━━ Material shown
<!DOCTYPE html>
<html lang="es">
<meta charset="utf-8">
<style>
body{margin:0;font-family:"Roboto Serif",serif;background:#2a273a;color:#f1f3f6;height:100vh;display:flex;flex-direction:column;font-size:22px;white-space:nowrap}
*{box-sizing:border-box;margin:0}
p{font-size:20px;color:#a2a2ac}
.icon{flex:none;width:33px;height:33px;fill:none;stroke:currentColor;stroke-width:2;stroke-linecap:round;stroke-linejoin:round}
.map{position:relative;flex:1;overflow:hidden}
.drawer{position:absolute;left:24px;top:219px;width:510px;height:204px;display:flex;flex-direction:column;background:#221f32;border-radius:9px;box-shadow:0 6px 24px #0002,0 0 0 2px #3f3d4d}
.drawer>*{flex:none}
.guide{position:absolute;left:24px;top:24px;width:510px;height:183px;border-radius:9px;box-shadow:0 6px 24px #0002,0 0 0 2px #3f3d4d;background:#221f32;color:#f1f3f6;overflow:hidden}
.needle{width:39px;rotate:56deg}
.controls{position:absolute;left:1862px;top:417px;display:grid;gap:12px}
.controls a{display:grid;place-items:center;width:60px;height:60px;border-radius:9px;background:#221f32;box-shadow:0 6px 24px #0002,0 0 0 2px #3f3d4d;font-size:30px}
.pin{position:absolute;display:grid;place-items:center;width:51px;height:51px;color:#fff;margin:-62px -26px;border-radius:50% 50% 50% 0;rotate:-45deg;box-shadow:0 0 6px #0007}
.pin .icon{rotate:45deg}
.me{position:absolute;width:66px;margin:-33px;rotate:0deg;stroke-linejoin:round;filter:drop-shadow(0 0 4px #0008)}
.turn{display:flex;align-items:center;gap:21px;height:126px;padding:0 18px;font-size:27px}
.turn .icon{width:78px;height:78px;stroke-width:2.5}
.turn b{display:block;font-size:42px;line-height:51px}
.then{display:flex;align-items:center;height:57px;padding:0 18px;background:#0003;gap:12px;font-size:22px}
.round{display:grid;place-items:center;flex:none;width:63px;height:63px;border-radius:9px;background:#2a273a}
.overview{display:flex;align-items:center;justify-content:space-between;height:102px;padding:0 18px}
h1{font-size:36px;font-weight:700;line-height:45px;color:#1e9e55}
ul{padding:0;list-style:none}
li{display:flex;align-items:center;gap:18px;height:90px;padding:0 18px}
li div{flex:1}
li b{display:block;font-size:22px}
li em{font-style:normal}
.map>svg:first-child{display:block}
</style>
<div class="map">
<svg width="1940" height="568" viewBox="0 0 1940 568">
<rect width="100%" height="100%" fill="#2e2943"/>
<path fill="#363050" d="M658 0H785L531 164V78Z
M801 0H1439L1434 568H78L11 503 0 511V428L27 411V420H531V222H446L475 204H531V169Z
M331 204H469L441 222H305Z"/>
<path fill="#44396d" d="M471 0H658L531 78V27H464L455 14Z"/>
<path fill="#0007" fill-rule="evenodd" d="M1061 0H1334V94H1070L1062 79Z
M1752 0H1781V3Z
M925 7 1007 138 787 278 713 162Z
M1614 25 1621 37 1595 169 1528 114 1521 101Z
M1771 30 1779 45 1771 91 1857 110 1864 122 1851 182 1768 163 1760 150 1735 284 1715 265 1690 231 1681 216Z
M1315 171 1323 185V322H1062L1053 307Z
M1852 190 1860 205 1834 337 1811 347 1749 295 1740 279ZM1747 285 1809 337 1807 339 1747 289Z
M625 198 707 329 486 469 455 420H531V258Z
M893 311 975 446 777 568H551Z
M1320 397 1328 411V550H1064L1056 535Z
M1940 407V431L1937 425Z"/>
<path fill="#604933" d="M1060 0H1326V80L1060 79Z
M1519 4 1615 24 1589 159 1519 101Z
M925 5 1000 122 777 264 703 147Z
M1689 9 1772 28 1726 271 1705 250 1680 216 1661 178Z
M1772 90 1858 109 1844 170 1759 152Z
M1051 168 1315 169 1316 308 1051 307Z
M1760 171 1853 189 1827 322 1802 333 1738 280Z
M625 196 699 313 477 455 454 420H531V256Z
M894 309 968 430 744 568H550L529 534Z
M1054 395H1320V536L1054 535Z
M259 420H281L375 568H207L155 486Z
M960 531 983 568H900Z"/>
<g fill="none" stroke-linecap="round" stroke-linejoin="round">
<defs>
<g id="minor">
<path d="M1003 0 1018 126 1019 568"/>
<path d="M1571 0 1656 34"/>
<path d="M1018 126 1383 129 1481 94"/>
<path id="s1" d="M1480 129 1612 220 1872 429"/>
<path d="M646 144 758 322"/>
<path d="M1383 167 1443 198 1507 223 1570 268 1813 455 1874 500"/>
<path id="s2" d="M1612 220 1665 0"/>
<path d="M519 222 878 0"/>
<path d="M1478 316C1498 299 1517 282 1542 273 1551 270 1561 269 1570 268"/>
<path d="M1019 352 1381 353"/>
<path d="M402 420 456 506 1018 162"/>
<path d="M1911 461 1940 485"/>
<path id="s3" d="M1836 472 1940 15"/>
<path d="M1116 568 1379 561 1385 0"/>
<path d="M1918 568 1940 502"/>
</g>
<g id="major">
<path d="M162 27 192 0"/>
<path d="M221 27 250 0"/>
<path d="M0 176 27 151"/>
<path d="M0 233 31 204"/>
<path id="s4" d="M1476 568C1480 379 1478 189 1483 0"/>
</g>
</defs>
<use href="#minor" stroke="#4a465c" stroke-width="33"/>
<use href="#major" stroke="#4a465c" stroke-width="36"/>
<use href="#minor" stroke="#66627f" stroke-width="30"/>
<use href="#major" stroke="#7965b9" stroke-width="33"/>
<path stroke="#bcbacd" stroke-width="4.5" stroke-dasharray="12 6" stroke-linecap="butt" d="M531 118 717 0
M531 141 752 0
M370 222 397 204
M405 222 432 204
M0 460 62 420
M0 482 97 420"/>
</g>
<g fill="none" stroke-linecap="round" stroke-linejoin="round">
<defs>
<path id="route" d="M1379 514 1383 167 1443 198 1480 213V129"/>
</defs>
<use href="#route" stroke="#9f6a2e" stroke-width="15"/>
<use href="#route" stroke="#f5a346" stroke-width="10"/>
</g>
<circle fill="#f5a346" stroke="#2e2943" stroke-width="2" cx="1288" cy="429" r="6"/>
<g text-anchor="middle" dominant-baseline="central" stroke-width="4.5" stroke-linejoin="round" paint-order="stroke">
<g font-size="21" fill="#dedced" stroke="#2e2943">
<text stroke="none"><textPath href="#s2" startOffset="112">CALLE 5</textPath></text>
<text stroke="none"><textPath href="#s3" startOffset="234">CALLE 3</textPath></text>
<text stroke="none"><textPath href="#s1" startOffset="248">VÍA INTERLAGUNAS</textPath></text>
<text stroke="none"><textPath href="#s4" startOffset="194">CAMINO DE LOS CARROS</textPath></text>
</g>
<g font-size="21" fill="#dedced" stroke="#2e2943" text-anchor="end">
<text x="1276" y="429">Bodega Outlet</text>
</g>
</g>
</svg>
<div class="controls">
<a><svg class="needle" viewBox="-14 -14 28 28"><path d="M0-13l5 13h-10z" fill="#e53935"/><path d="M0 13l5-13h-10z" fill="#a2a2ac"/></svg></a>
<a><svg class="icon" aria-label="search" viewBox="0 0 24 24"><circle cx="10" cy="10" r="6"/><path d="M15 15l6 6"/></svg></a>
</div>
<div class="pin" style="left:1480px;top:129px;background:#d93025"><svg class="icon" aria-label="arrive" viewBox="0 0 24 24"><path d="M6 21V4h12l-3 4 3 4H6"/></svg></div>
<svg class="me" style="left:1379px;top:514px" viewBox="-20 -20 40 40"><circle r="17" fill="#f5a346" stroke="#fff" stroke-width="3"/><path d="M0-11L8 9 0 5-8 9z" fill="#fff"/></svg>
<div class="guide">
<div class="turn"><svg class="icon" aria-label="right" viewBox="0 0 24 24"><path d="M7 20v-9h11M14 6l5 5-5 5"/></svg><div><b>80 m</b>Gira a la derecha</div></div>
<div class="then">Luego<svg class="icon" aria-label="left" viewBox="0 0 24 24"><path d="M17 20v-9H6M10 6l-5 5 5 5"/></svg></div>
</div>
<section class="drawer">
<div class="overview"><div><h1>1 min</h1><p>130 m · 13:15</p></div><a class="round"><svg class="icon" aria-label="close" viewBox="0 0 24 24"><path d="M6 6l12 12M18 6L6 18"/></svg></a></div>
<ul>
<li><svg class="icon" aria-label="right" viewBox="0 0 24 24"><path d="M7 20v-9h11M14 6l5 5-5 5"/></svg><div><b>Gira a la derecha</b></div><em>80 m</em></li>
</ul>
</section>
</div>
━━━━
Directions: Only a number is needed here: how many lines of the data include the word "controls"?

Response for this exercise: 3